Do I need a nursing Board lawyer to review my stipulated order of reprimand?

The answer to this question is “yes,” you need a nursing board lawyer, usually called a “licensure lawyer,” to review a proposed stipulated order of remand. If there is an exception to this answer, I am unaware of it.

First a bit of background. Reprimands exist on the low end of the range of professional sanctions that are available to any licensing Board, including the Oregon State Board of Nursing.

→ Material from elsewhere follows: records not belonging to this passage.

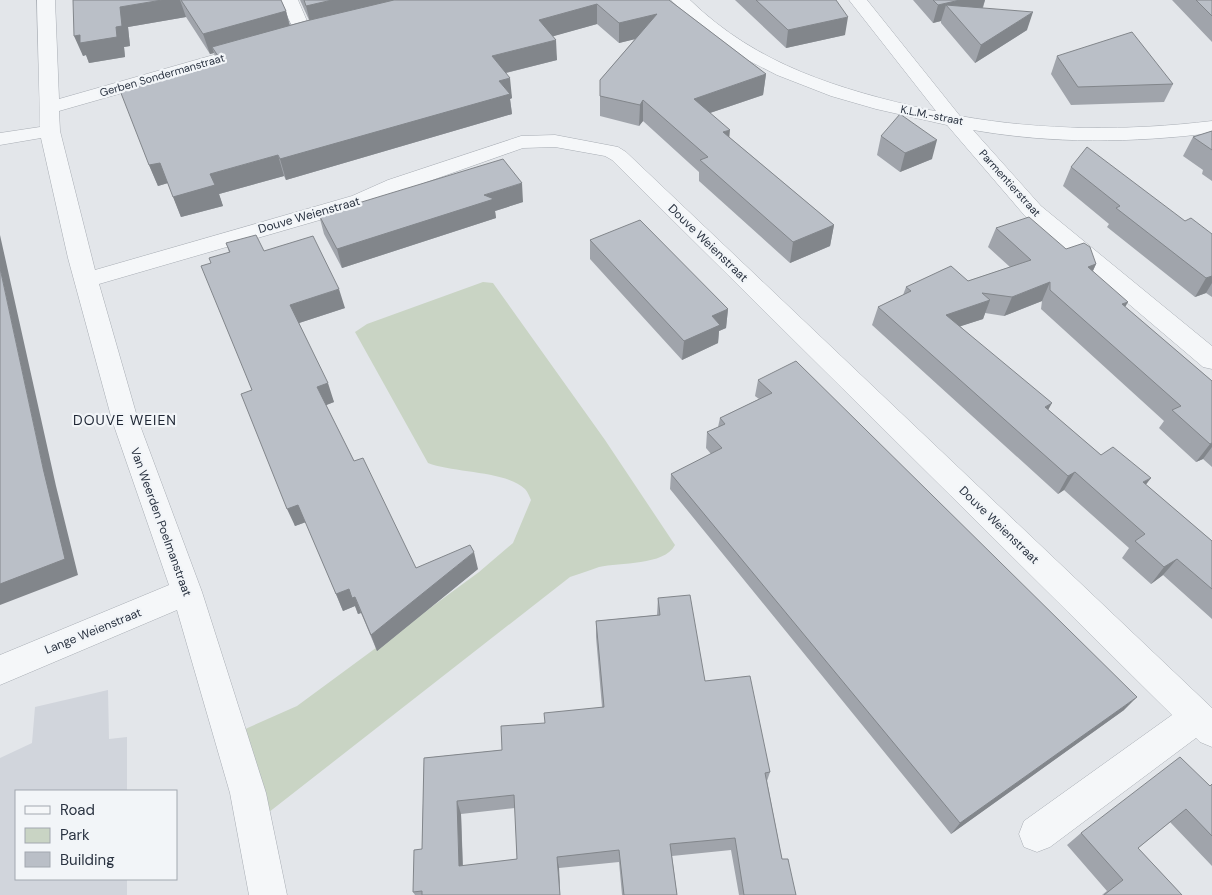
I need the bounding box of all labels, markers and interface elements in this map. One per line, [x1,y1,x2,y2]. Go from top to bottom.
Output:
street label: Gerben Sondermanstraat [98,50,226,100]
street label: K.L.M.-straat [899,102,965,128]
street label: Parmentierstraat [976,147,1044,219]
street label: Douve Weienstraat [256,193,362,237]
street label: Douve Weienstraat [665,201,752,285]
district label: DOUVE WEIEN [73,411,177,429]
street label: Van Weerden Poelmanstraat [127,445,195,599]
street label: Douve Weienstraat [956,483,1043,567]
street label: Lange Weienstraat [42,604,144,658]
legend [15,790,178,880]
text: Road [60,800,95,820]
text: Park [60,825,90,845]
text: Building [60,850,115,870]

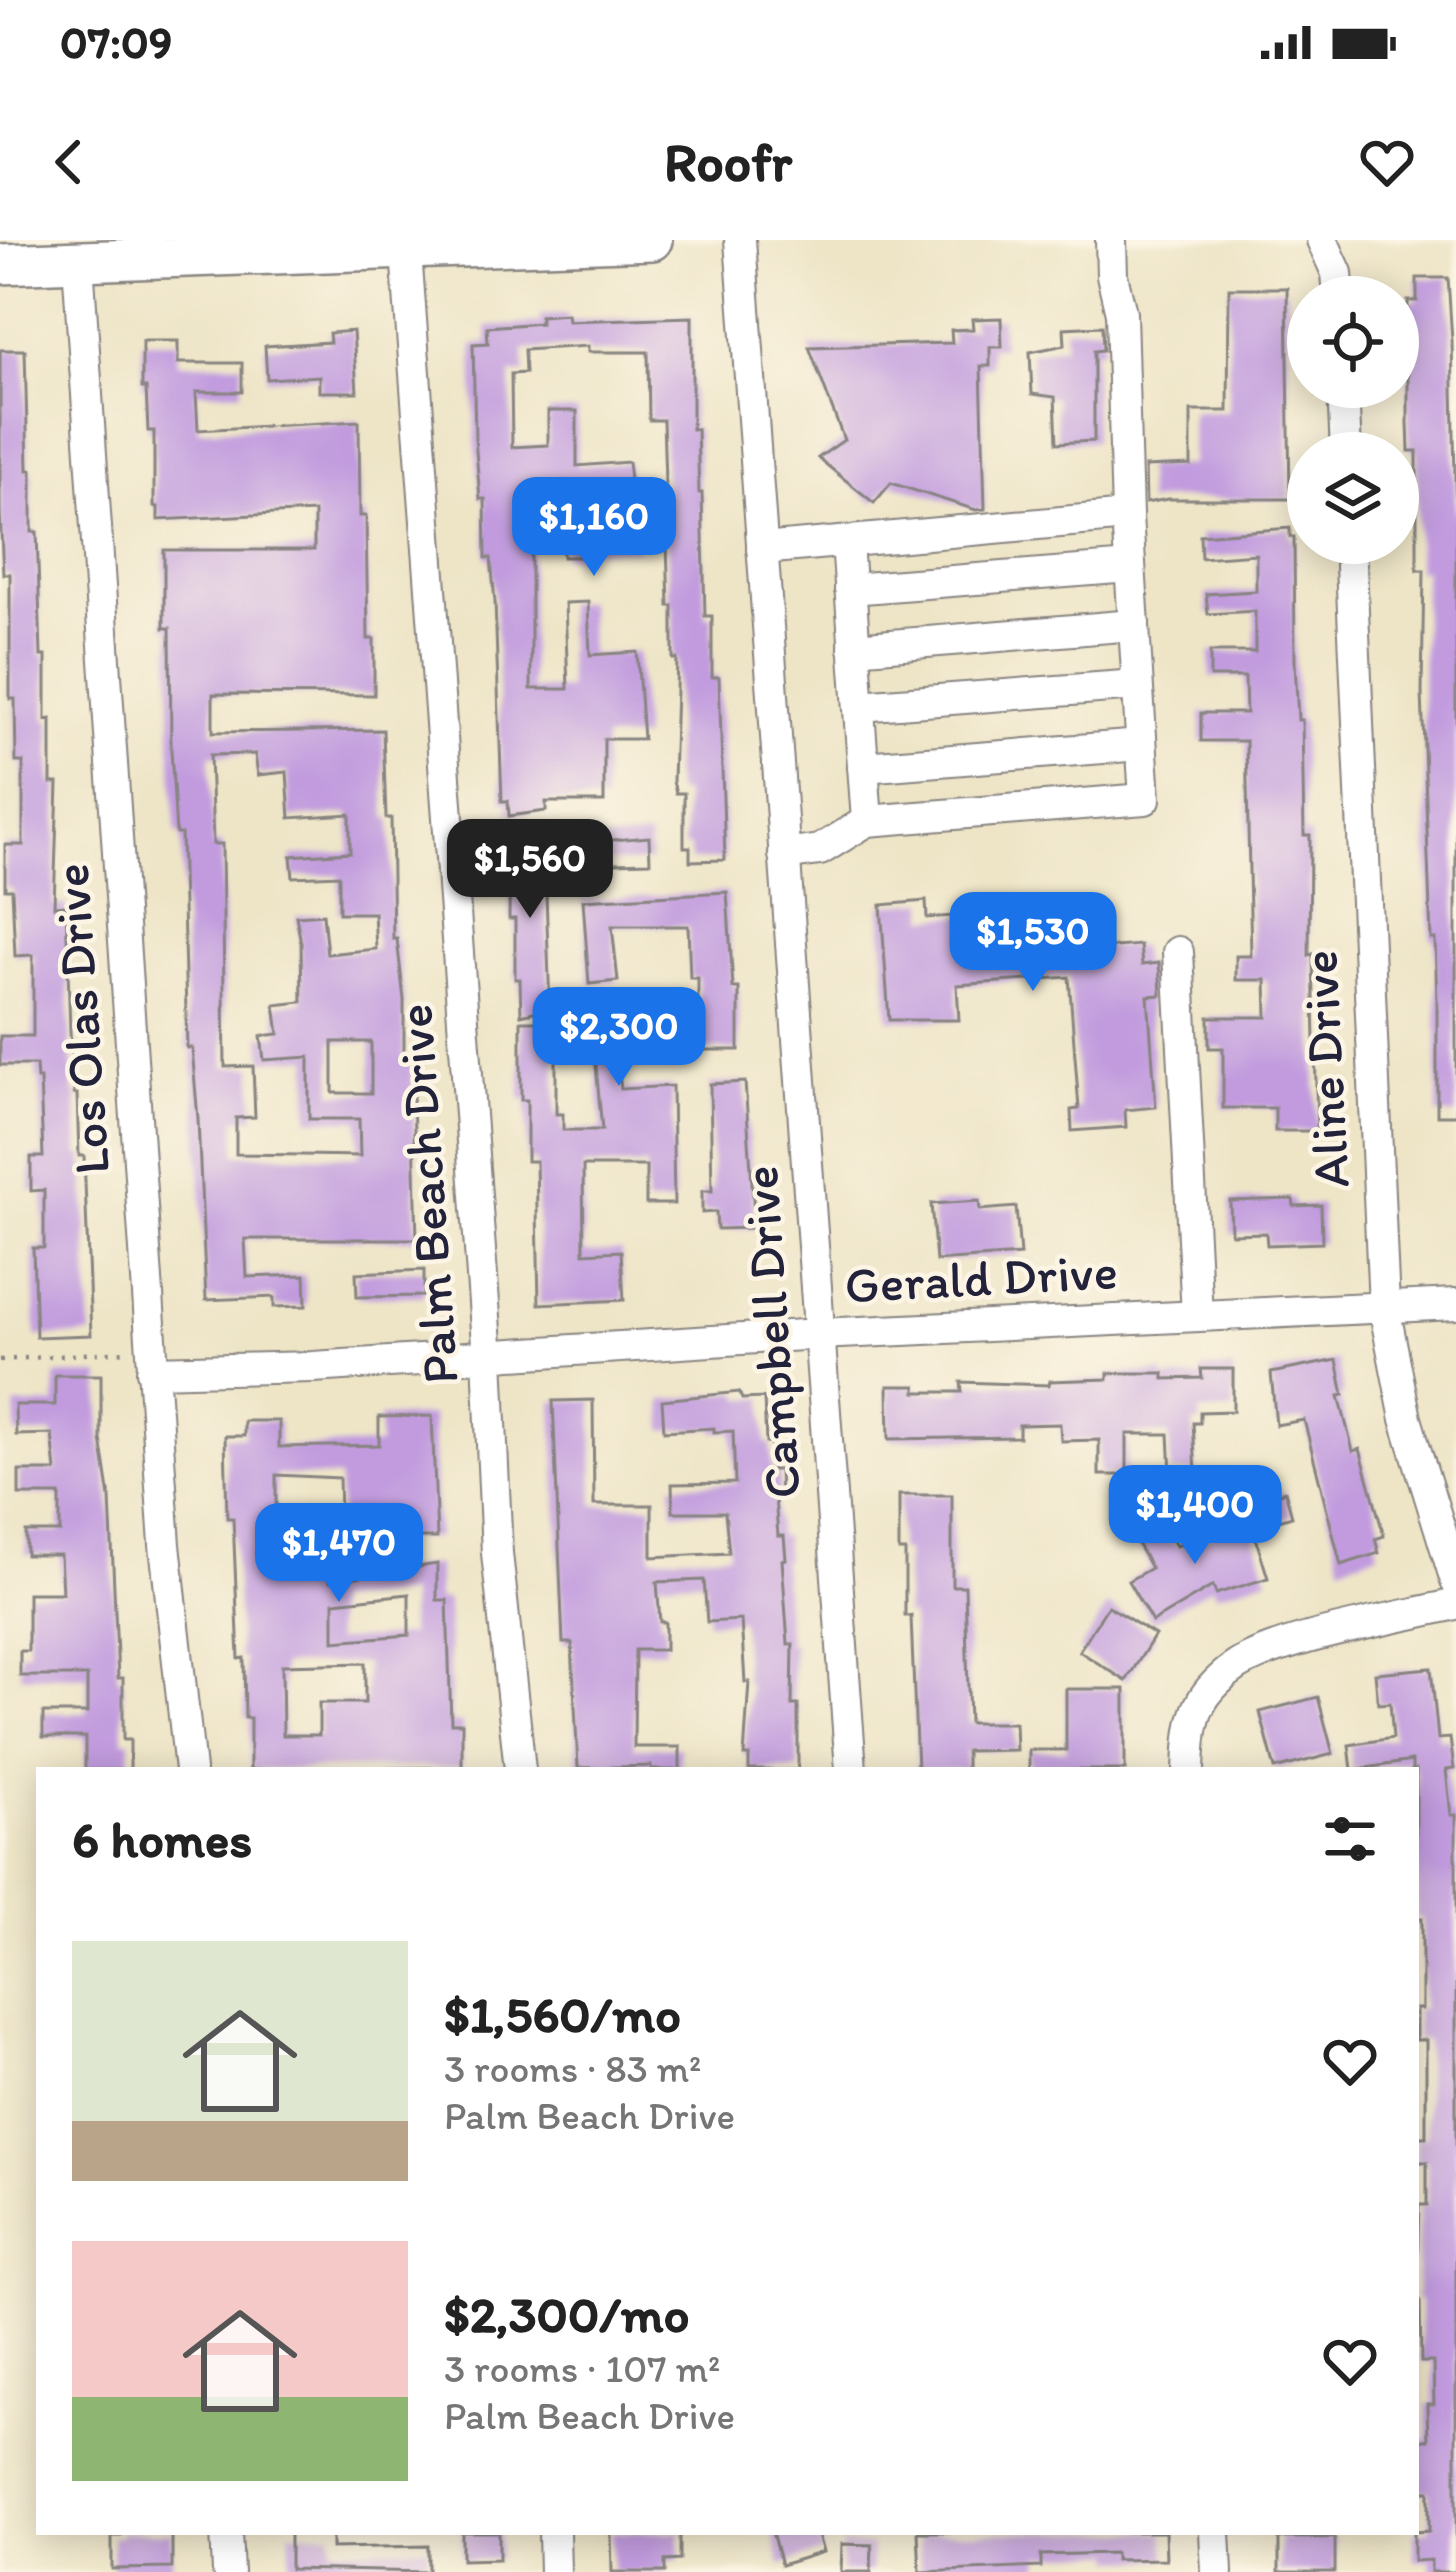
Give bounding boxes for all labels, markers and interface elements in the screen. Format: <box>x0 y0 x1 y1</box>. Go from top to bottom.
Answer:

Reprimands may be offered, for example, by the Board of Nursing as a quick resolution to a complaint involving a relatively small digression by the nurse, providing what may appear at first glance as an easy way out for both the Board of he Nursing and the nurse. It is precisely because reprimands exist on the low end of the range of sanctions, that reprimands are sometimes viewed as an easy settlement. It is a mistake, however, to treat reprimands so lightly.

Consider these three consequences of a reprimand:

  • Although a reprimand exists on the low end of the range of sanctions, a reprimand is nonetheless a form of professional sanction or discipline, and it is a public record. For most licensees, a reprimand will be included in your profile listed on your Board’s licensing verification page (e.g., the Board’s website). This is true of the Oregon State Board of Nursing, and also the Oregon Medical Board and the Oregon Board of Pharmacy.
  • Because a reprimand is a form of professional sanction or discipline, it is almost always necessary to report the reprimand to any other states in which you are also licensed, which will prompt another investigation – and maybe mirror-image discipline – by those states.
  • A reprimand also counts as disciplinary history against you, which means that if another complaint is filed with the Oregon State Board of Nursing, the nurse will have “disciplinary history” the next time, which is not desirable.

Hopefully, the above analysis is sufficient to establish the seriousness of a reprimand, and why it is a good idea to have any proposed settlement reviewed by an experienced nursing board lawyer before accepting a reprimand in order to settle a Board of Nursing complaint, used as an example above.

Two cases that make the point

I was retained by nurses earlier this year, shortly after they had received proposed reprimands from Oregon Board of Nursing, offered as a settlement to conclude the case. In both case, the reprimands were worded in a way that could be interpreted to include far worse conduct than the underlying facts warranted. This fact alone was reason to reject the reprimands. Additionally, there were extenuating circumstances in each case that caused me to recommend to each of the nurses they not accept any form of reprimand to settle their cases. Both nurses accepted my recommendations, which prompted me to explain my advice to the Board of Nursing and to request that the Board of Nursing issue letters of concern only. The Board of Nursing agreed, and recently closed both files without disciplining the nurses (a letter of concern is not discipline).

One last point

If legal advice from a nursing board lawyer is necessary before accepting a “lowly” reprimand, you will certainly want to consult a nursing board lawyer whenever you receive notice of any proposed disciplinary sanction from the Oregon Board of Nursing (the same is true for the Oregon Medical Board and the Oregon Board of Pharmacy).

Above and beyond a reprimand, the range of sanctions available to the Board of Nursing include having your license to practice nursing temporarily suspended, indefinitely suspended, or permanently suspended; or having your license to practice nursing revoked. Sanctions may further include monetary fines, continuing education, recurrent training, the imposition of a mentor and monitoring, and periods of probation. One or more sanctions, in combination, may be proposed by the Board of Nursing, as the Board sees fit.

In sum, if you are being investigated by the Oregon Board of Nursing, a nursing board lawyer should be involved from the start, and should certainly review any proposed settlements. Although I have written these comments using the Oregon Board of Nursing as an example, the same is true of investigations involving the Oregon Medical Board and the Oregon Board of Pharmacy; a lawyer should always be involved.